== Segment start ==

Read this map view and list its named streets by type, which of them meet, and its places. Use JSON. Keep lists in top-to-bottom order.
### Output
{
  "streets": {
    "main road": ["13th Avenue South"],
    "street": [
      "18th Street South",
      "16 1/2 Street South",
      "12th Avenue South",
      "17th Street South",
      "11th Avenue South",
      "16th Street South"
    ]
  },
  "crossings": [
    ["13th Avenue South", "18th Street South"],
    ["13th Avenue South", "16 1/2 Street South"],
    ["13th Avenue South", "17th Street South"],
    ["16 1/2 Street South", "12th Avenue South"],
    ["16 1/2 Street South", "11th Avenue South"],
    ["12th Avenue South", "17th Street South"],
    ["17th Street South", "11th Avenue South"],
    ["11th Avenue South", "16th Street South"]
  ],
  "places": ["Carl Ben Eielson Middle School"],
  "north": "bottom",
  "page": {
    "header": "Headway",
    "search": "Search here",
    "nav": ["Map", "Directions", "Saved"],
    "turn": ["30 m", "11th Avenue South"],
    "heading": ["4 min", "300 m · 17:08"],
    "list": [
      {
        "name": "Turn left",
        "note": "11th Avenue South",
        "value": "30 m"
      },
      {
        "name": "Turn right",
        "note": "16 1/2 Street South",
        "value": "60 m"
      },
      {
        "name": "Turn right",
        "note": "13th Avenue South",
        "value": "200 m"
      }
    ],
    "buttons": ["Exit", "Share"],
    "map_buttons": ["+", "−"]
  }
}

== Segment end ==

What the task asks
Go through the listing above and copy each line that contains "places".

Result of the task
Read this map view and list its named streets by type, which of them meet, and its places. Use JSON. Keep lists in top-to-bottom order.
  "places": ["Carl Ben Eielson Middle School"],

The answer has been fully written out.